**What to do:** Only the lines containing "column" should appear in the answer, copied from the listing below.

**Data section:**
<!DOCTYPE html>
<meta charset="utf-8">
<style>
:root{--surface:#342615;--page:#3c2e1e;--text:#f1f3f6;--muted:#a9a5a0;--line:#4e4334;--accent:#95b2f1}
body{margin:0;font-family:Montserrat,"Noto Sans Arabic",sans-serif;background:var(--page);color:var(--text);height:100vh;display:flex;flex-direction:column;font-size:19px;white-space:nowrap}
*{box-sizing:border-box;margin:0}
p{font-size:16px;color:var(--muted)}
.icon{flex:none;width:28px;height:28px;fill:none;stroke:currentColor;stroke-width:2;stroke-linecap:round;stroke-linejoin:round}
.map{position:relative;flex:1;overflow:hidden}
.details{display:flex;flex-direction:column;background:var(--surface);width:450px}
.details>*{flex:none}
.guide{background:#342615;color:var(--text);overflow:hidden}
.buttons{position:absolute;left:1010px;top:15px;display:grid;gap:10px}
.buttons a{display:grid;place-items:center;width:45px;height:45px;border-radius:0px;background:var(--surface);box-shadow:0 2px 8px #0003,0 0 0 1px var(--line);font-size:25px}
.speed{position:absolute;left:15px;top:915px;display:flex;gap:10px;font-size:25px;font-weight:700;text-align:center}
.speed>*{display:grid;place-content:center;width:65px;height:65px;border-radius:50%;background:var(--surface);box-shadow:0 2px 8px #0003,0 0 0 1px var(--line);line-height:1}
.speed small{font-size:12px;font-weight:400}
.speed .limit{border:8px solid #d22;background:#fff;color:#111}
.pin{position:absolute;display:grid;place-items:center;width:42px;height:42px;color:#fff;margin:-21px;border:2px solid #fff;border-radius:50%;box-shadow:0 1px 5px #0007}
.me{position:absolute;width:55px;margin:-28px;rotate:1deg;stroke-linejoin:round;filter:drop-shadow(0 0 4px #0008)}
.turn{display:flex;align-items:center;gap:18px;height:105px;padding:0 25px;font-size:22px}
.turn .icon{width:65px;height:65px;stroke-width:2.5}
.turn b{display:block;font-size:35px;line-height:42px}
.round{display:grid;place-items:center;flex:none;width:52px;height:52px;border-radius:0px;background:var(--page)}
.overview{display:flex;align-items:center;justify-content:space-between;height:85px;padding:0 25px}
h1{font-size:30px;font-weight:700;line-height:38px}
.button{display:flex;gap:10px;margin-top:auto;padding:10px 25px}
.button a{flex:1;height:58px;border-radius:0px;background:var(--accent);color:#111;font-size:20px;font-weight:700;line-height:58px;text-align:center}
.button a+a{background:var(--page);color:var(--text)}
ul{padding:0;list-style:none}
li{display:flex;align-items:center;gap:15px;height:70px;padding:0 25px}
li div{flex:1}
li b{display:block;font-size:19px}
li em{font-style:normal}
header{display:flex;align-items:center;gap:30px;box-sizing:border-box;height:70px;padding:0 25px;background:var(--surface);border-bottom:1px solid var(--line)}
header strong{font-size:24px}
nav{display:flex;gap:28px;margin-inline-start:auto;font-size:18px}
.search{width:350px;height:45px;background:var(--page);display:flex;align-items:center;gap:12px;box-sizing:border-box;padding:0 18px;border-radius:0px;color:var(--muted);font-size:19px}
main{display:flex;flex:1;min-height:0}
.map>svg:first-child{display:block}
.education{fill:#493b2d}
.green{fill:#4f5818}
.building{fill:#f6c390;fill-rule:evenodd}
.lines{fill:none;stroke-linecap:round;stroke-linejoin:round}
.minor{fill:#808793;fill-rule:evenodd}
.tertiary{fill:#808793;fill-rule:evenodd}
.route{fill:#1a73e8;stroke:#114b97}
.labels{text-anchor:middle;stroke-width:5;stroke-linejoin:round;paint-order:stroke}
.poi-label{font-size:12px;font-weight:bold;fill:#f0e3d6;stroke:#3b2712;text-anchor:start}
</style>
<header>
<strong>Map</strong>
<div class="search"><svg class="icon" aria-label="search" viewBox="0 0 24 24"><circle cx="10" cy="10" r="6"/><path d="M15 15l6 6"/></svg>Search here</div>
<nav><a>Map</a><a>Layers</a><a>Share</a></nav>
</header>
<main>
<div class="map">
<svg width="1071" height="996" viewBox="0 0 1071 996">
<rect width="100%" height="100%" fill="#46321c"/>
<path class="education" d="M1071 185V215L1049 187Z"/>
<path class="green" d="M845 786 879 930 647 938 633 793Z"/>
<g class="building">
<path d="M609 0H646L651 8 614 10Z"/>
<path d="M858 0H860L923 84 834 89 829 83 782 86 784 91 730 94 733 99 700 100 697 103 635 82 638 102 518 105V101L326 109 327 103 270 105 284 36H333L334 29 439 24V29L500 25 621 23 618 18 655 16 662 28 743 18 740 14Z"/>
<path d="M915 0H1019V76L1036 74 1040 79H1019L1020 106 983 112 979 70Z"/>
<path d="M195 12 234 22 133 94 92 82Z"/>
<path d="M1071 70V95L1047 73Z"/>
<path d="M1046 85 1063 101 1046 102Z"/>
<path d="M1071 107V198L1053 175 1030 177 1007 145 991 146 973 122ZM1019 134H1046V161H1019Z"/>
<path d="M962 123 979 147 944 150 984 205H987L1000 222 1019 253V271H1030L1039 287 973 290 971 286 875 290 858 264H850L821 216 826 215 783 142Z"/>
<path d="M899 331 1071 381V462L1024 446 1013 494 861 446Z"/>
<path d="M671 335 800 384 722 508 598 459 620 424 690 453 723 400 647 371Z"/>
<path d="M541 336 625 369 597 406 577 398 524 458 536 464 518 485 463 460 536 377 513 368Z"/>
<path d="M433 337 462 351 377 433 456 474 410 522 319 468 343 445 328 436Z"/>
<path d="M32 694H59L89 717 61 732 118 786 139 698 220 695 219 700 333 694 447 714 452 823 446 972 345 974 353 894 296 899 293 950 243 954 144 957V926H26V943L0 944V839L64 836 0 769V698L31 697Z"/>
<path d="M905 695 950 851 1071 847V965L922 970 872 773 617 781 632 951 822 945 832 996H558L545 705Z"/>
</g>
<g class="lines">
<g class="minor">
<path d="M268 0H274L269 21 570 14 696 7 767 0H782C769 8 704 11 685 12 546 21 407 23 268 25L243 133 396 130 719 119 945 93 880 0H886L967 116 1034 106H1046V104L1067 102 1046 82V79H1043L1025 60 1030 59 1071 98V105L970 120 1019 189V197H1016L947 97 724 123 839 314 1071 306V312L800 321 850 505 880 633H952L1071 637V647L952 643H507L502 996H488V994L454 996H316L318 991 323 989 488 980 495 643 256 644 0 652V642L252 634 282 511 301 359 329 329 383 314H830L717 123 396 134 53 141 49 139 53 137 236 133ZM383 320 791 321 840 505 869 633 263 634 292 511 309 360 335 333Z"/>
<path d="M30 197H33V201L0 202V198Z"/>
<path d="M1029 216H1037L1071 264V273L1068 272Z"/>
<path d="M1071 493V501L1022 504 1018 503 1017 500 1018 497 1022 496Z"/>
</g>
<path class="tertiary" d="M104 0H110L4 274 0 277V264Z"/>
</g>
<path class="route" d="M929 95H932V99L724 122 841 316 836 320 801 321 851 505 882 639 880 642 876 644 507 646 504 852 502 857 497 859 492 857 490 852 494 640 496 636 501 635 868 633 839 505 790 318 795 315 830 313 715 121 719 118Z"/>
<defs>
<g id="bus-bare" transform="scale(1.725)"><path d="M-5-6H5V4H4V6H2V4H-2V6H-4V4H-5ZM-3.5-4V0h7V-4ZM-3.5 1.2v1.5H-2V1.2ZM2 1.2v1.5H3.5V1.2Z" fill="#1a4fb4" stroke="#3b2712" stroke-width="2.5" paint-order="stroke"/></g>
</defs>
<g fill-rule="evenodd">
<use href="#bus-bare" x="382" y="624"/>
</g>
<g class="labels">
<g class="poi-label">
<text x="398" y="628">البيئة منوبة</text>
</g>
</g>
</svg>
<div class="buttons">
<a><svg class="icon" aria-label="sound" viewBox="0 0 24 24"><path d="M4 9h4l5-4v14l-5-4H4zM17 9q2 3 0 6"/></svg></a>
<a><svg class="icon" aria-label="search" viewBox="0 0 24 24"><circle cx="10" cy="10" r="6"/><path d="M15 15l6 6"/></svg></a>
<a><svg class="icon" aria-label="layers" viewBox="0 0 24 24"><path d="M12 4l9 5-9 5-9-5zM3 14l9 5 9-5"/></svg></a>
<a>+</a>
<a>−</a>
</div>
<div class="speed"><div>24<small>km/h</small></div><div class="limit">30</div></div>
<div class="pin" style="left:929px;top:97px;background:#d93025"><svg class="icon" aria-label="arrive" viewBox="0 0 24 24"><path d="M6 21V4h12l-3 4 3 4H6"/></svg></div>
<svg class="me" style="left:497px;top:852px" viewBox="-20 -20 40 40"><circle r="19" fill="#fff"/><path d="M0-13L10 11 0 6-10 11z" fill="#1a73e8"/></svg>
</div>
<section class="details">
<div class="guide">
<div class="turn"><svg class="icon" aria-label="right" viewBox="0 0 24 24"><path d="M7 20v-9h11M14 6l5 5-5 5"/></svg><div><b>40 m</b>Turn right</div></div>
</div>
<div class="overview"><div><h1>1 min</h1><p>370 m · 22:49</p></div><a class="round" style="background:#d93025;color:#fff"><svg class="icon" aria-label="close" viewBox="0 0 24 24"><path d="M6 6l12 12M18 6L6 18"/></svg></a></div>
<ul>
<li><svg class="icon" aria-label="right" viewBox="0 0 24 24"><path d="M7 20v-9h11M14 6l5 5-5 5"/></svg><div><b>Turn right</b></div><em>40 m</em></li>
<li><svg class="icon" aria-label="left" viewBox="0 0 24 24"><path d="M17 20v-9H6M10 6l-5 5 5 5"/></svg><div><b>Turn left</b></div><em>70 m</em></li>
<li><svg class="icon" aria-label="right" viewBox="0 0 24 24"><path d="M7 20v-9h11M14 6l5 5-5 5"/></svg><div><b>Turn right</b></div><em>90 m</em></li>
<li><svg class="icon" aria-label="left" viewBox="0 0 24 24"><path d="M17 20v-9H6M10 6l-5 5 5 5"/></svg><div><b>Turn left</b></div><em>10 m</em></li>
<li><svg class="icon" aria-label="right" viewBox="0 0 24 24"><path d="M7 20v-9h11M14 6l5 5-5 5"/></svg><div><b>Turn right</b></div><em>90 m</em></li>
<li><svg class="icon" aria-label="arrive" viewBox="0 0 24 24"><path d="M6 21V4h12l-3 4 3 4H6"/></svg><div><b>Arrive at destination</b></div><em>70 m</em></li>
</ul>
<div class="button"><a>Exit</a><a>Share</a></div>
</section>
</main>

**Response area:**
body{margin:0;font-family:Montserrat,"Noto Sans Arabic",sans-serif;background:var(--page);color:var(--text);height:100vh;display:flex;flex-direction:column;font-size:19px;white-space:nowrap}
.details{display:flex;flex-direction:column;background:var(--surface);width:450px}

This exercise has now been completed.